[Collected data entries]

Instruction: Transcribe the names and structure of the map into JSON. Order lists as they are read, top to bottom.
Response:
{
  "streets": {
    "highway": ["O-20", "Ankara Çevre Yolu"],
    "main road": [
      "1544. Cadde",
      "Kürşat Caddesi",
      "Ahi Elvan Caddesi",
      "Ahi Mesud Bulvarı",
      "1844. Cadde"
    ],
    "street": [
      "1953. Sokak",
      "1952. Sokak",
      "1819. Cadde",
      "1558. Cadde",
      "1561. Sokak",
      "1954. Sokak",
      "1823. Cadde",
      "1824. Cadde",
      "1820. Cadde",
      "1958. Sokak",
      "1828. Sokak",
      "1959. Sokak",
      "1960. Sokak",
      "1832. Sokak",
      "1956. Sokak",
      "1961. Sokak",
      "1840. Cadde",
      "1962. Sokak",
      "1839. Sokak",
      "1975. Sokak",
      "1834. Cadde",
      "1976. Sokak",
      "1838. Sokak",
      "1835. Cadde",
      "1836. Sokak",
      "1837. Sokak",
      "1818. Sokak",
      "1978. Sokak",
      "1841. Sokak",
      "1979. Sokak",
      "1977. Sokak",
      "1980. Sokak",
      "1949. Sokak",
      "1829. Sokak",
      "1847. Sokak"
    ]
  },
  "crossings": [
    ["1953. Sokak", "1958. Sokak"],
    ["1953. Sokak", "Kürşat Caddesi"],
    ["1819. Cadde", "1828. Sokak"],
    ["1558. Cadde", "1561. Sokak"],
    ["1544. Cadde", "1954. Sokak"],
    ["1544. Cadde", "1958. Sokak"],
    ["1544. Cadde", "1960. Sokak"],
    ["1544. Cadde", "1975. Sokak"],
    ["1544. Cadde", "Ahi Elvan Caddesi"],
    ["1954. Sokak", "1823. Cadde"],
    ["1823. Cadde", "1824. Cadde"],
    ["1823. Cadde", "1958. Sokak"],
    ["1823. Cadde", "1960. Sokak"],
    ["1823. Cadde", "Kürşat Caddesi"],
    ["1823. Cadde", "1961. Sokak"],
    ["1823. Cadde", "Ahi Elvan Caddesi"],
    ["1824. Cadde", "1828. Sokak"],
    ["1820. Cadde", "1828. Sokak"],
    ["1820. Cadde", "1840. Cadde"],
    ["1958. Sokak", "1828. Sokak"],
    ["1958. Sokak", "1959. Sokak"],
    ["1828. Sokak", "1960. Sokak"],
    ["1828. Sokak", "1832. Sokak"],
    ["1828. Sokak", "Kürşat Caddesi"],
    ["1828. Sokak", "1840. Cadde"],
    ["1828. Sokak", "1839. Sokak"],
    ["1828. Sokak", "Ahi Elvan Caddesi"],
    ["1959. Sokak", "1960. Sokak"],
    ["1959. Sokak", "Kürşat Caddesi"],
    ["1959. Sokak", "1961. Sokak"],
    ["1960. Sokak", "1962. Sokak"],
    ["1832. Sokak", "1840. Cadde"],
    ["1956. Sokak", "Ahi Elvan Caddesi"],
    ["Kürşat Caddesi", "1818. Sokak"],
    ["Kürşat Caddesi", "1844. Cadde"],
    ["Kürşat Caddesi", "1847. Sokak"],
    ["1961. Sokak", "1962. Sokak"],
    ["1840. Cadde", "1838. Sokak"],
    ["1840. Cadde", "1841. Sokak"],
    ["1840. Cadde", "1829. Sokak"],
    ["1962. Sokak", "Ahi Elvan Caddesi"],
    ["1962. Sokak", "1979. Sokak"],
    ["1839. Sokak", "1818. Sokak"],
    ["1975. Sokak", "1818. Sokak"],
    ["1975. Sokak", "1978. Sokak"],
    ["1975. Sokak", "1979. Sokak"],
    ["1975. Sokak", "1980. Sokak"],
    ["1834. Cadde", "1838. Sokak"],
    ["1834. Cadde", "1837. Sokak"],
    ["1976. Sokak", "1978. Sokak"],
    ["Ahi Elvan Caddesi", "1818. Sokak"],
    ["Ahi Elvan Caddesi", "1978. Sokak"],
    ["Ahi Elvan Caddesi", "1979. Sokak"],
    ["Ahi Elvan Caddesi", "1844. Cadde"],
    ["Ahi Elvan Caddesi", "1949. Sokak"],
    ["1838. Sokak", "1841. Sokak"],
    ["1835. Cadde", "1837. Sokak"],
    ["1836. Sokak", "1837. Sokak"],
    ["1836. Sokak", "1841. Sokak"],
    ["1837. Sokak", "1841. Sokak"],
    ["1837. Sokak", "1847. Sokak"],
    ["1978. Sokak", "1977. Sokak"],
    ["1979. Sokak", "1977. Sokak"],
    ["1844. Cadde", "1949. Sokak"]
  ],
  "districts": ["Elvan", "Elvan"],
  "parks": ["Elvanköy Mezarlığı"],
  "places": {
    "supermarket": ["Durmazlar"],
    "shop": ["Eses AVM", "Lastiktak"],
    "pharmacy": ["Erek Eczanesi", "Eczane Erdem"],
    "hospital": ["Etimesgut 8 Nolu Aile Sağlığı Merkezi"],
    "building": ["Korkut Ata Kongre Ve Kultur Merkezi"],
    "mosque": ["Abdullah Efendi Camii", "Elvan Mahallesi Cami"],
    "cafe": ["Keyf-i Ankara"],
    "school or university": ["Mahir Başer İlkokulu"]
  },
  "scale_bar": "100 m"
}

YOUR TASK -
Search the entries for the word "Kürşat" and copy every line that has it.

ANSWER SPACE -
      "Kürşat Caddesi",
    ["1953. Sokak", "Kürşat Caddesi"],
    ["1823. Cadde", "Kürşat Caddesi"],
    ["1828. Sokak", "Kürşat Caddesi"],
    ["1959. Sokak", "Kürşat Caddesi"],
    ["Kürşat Caddesi", "1818. Sokak"],
    ["Kürşat Caddesi", "1844. Cadde"],
    ["Kürşat Caddesi", "1847. Sokak"],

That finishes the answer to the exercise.